Thursday, April 15, 2010

Google Rolls Out Two New Twitter Tools

One tool heps you see a term's popularity on Twitter over time; the other is a is fairly typical tool of the "find people to follow" variety.

Google announced two new Twitter projects yesterday, presumably to coincide with Twitter's Chirp conference which began yesterday and runs through today.

The first is the ability to see a term's popularity on Twitter over time, and even 'replay' tweets that include that term. You search on a term in Google, click the Show Options link and then choose Updates (this part works now, in case you haven't tried it – I hadn't). You'll start seeing tweets in real time, or very nearly so. Above the search results you'll see a timeline that indicates visually how often your search term is being tweeted. You can drag a cursor back and forth along the timeline and the search results will change to show tweets from that period of time. You can scale the timeline to show the current year, current month, or current 24 hour period. It's easier experienced than described, and to that end Google has set up a test page where you can try it now.
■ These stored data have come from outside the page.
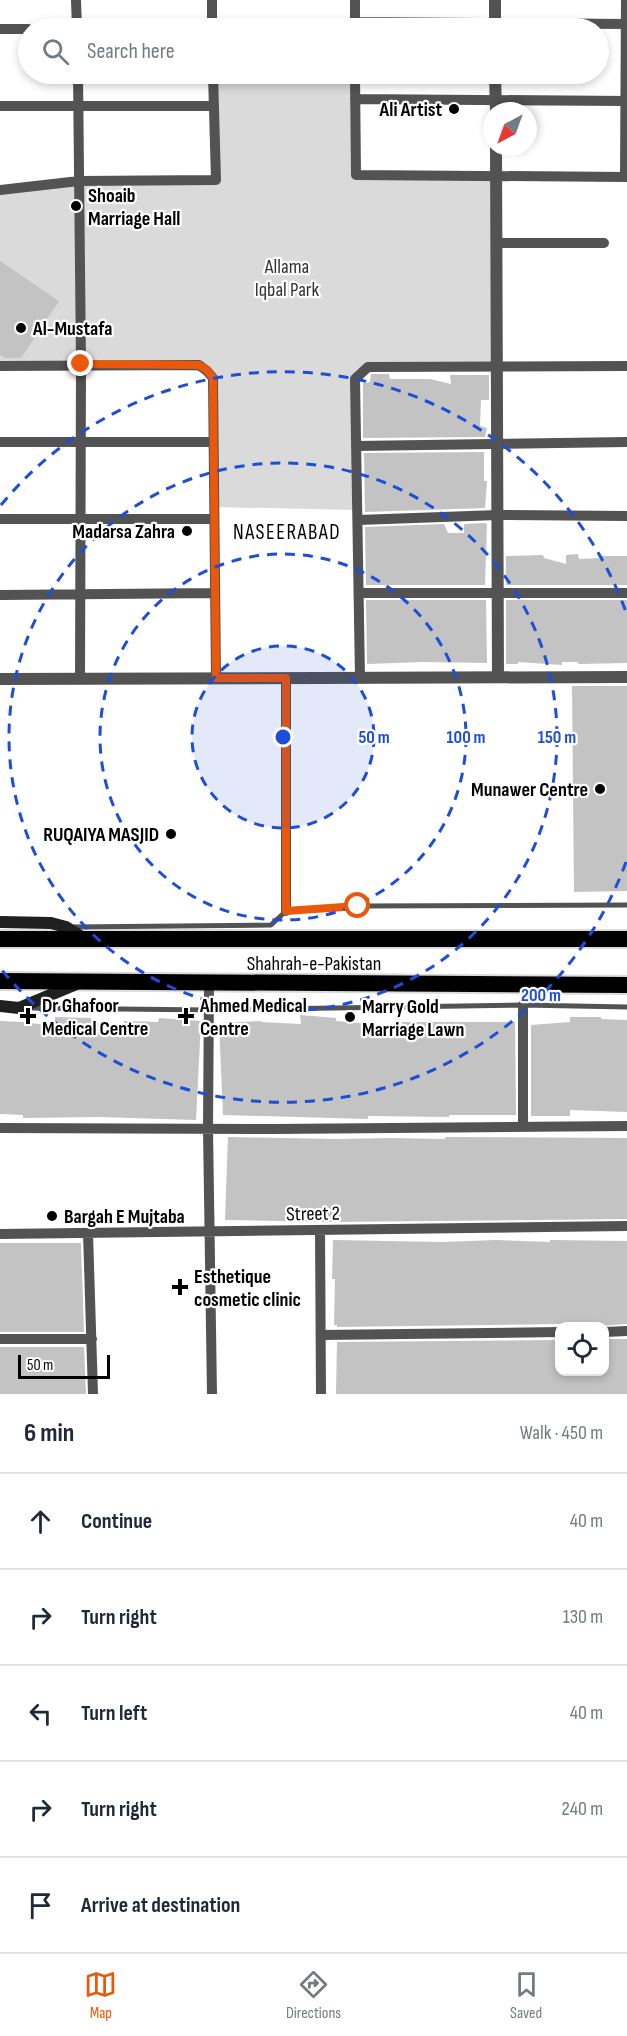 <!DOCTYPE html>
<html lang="en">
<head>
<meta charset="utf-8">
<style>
  body { margin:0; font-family:"Sofia Sans Condensed",sans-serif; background:#f2f2f3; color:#1f2937 }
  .controls { position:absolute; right:18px; bottom:18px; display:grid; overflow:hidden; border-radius:12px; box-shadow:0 3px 9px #0003 }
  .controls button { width:54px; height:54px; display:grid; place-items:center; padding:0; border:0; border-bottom:2px solid #e0e1e3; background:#fff; color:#1f2937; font:30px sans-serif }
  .compass { position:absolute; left:483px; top:102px; width:54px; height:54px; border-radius:50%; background:#fff; box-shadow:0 3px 9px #0003; rotate:221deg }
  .scale { position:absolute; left:18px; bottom:15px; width:92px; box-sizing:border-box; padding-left:6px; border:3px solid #000; border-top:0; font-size:16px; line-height:21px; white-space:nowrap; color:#000; -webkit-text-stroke:4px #fff; paint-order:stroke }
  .stop { position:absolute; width:18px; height:18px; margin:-14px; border:4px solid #ea580c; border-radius:50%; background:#fff }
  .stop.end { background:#ea580c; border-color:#fff; box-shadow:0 2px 6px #0008 }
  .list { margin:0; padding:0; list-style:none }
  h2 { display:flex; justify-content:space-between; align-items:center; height:78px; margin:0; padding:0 24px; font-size:26px }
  h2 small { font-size:20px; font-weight:400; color:#747a83 }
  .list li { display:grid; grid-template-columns:39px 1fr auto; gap:18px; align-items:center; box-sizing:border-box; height:96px; padding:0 24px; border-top:2px solid #e0e1e3 }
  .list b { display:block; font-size:22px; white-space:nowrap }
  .list em { font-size:20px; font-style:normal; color:#747a83 }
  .icon { flex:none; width:33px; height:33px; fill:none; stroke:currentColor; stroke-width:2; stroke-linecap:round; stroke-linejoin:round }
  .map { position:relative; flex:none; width:627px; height:1394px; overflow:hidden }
  .search { position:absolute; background:#fff; box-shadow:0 3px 9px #0003; left:18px; right:18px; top:18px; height:66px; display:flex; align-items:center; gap:15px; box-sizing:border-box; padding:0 21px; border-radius:33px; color:#747a83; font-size:22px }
  .sheet { height:558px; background:#fff }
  nav { display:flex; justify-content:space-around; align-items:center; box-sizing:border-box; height:84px; border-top:2px solid #e0e1e3; background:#fff; font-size:16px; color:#747a83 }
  nav a { display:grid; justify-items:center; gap:3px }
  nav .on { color:#ea580c }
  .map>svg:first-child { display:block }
  .green { fill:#dadada }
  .building { fill:#c3c3c3 }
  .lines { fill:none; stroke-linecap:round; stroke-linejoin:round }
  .trunk-casing { stroke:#dbdbdb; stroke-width:20 }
  .service { stroke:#535353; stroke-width:5 }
  .minor { stroke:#535353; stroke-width:10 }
  .tertiary { stroke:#535353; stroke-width:12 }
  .secondary { stroke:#202020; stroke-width:12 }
  .trunk { stroke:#000; stroke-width:16 }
  .route { stroke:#ea580c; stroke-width:8 }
  .ring { fill:none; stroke:#1d4ed8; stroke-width:3; stroke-dasharray:10 8 }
  .poi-dot { fill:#000; stroke:#fff; stroke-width:2 }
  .labels { text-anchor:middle; stroke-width:4.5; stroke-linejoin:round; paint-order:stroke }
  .poi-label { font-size:20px; font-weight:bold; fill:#000; stroke:#fff; text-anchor:start }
  .park-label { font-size:20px; fill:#313131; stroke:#fff }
  .street-label { font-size:20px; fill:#000; stroke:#fff }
  .neighbourhood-label { font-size:21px; letter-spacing:1.5px; fill:#000; stroke:#fff }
  .centre { fill:#1d4ed8; stroke:#fff; stroke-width:3 }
  .ring-label { font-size:18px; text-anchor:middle; font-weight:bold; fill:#1d4ed8; stroke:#fff; stroke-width:4.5; stroke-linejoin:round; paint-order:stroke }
</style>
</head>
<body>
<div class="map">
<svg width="627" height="1394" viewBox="0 0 627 1394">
  <rect width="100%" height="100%" fill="#fff"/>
  <path class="green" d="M213 74H355L356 175 496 177 497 367H368L359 373 358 510 214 507 213 378 207 371 0 364V190L215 180Z"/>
  <path class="building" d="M0 261 59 301 21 358H5L0 355Z
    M371 374H389L390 379H430L451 384 450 375H489V400H481L480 426 487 428 485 437 363 438V383L370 382Z
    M484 452V481H487L485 508 365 512 364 453Z
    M484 523 487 524 485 585H366L365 527 444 524 448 533H464V524Z
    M578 554 579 559 602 558V556H627V585H506V556L543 555 544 558 566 564V555Z
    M366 600H486L487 663 422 662 367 664Z
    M506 600H627V663L579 664 577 662H562V665L518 662V664H506Z
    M572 686H627V891L574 892Z
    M300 1015 336 1018V1021L370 1024V1028L402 1030V1022H515L516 1115H449V1117L368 1116V1119L223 1115 219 1023 261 1021V1022L301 1024Z
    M55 1017 91 1018V1023L124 1026V1021L158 1022 159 1018 201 1021 196 1120 99 1117 23 1118V1115L0 1114V1021L22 1022 55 1026Z
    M570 1017H601V1019L627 1020V1112L570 1110V1116H531V1025L570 1022Z
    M228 1137 338 1139 391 1138 445 1139V1137L627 1138V1219L332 1222 225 1220Z
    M333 1240 443 1242 496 1240 550 1242V1240L627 1241V1324L599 1326 560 1324 337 1327V1325H334L335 1279H332Z
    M0 1243H81L84 1332H0Z
    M604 1339H627V1394H336L337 1342 560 1340V1371H604Z
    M0 1347H84L86 1394H0Z"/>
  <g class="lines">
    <g class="trunk-casing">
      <path id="trunk" d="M0 939H627
        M0 981 627 985"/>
    </g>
    <path class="service" d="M71 927 271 925 286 911 358 906 627 905
      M29 1008 209 1010 523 1005 627 1007"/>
    <path class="minor" d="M76 0 77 28
      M212 0V28
      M355 0V28
      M355 22 627 24
      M0 29H28
      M78 74 81 364 80 679
      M355 74 356 175 627 177
      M355 99 627 101
      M0 106H214
      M625 177 626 0
      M0 190 79 181 216 180 213 74
      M496 243H604
      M0 366 199 365 207 371 213 378 216 678
      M0 442H213
      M356 446 627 442
      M0 519H214
      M358 520 498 515 627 516
      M359 593H627
      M0 595 215 593
      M360 678 355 379 368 367 627 366
      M286 911V678
      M209 983 208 1129 212 1394
      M523 1126V1005
      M0 1128 274 1129 627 1126
      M320 1231 321 1394
      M88 1233 93 1394
      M0 1234 627 1226
      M604 1332 627 1331
      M321 1335 560 1332
      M0 1339H92"/>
    <path class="tertiary" d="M495 0V28
      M495 74 496 111
      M496 147 498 677
      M0 679 627 677"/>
    <path class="secondary" d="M0 922 51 923 66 927 85 939
      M0 1006 19 1008 79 983"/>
    <use href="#trunk" class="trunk"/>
  </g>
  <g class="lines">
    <path class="route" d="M81 364 199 365 207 370 213 378 216 678H286V911L358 906"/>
  </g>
  <circle cx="283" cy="737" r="91" fill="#1d4ed8" fill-opacity=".12"/>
  <g class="ring">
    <circle cx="283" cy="737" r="91"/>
    <circle cx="283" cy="737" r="183"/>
    <circle cx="283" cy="737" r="274"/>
    <path d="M626 862A365 365 0 0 1 1 969M1 505A365 365 0 0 1 626 612"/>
  </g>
  <g class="poi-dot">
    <circle cx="454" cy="109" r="6"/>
    <circle cx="76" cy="206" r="6"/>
    <circle cx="21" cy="328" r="6"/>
    <circle cx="187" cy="531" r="6"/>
    <circle cx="600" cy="789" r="6"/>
    <circle cx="171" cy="834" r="6"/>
    <path d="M25 1007h6v6h6v6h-6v6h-6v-6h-6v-6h6z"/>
    <path d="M183 1007h6v6h6v6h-6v6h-6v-6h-6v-6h6z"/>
    <circle cx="350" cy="1017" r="6"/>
    <circle cx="52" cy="1216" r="6"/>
    <path d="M177 1278h6v6h6v6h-6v6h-6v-6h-6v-6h6z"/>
  </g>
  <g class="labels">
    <g class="poi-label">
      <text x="442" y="116" text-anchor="end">Ali Artist</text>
      <text x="88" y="202">Shoaib<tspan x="88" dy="23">Marriage Hall</tspan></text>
      <text x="33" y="335">Al-Mustafa</text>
      <text x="175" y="538" text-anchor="end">Madarsa Zahra</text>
      <text x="588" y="796" text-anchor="end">Munawer Centre</text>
      <text x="159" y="841" text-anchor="end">RUQAIYA MASJID</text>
      <text x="42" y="1012">Dr Ghafoor<tspan x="42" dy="23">Medical Centre</tspan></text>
      <text x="200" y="1012">Ahmed Medical<tspan x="200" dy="23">Centre</tspan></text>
      <text x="362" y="1013">Marry Gold<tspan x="362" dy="23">Marriage Lawn</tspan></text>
      <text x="64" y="1223">Bargah E Mujtaba</text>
      <text x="194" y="1283">Esthetique<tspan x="194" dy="23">cosmetic clinic</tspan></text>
    </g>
    <g class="park-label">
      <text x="287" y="273">Allama<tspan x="287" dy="23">Iqbal Park</tspan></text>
    </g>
    <g class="street-label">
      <text x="314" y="970">Shahrah-e-Pakistan</text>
      <text transform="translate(313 1213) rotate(-1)" y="7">Street 2</text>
    </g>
    <g class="neighbourhood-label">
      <text x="287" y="539">NASEERABAD</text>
    </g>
  </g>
  <circle cx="283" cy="737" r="9" class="centre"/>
  <g class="ring-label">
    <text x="374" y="743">50 m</text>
    <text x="466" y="743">100 m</text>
    <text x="557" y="743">150 m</text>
    <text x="541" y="1001">200 m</text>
  </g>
</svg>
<div class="controls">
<button><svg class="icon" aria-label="locate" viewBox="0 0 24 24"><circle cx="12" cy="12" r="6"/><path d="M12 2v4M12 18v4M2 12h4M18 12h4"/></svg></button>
</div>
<svg class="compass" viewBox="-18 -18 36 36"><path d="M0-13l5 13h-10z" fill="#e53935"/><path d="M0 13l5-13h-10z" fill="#747a83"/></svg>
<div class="scale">50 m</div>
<div class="stop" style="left:358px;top:906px"></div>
<div class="stop end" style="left:81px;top:364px"></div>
<div class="search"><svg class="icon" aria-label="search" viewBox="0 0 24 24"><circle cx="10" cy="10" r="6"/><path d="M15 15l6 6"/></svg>Search here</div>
</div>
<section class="sheet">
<h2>6 min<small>Walk · 450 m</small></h2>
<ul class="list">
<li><svg class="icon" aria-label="ahead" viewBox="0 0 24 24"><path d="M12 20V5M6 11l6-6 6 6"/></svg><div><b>Continue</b></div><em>40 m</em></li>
<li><svg class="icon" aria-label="right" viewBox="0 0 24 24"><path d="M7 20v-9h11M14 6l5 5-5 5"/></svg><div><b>Turn right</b></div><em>130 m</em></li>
<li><svg class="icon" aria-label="left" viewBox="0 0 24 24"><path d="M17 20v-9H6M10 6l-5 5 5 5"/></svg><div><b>Turn left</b></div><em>40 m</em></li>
<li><svg class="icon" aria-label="right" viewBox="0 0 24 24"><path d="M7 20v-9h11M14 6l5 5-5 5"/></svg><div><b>Turn right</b></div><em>240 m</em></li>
<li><svg class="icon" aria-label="arrive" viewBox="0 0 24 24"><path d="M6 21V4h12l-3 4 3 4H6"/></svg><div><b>Arrive at destination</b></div></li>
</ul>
</section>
<nav>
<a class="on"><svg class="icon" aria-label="map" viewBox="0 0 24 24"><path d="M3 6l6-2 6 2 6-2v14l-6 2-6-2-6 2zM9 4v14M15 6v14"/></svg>Map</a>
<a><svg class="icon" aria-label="directions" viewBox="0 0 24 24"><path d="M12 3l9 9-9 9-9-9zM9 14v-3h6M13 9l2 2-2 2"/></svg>Directions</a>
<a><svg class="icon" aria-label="saved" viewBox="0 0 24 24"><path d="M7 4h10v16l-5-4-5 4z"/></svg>Saved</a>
</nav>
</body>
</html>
Searching Twitter from Google already seems a lot "cleaner" than searching Twitter from Twitter and as a bonus, "Promoted Tweets" don't show up in Google (though I suppose that may change). The timeline will improve the experience even more.

The second Twitter feature Google added is called Google Follow Finder. This is fairly typical twitter tool of the "find people to follow" variety. Enter your twitter name, hit submit and you get two columns of twitter users. One is "Tweeps you might like" and the other is "Tweeps with similar followers." I didn't find this tool to be all that useful. Most of the suggested users weren't of interest to me; the tool seemed to think I was a Mac fan since quite a few of the highest-ranked suggestions were people from MacBreak Weekly. Boy, when Google gets it wrong, Google really gets it wrong. Beyond the first handful, there were people I am interested in...but I'm already Following them! Clearly the tool needs some fine tuning and some filters, but if you're just getting started it might be of some help. When you do find someone to Follow, you're supposed to be able to Follow them right from the site (the UI for this is currently in place but I got an error when I tried to use it).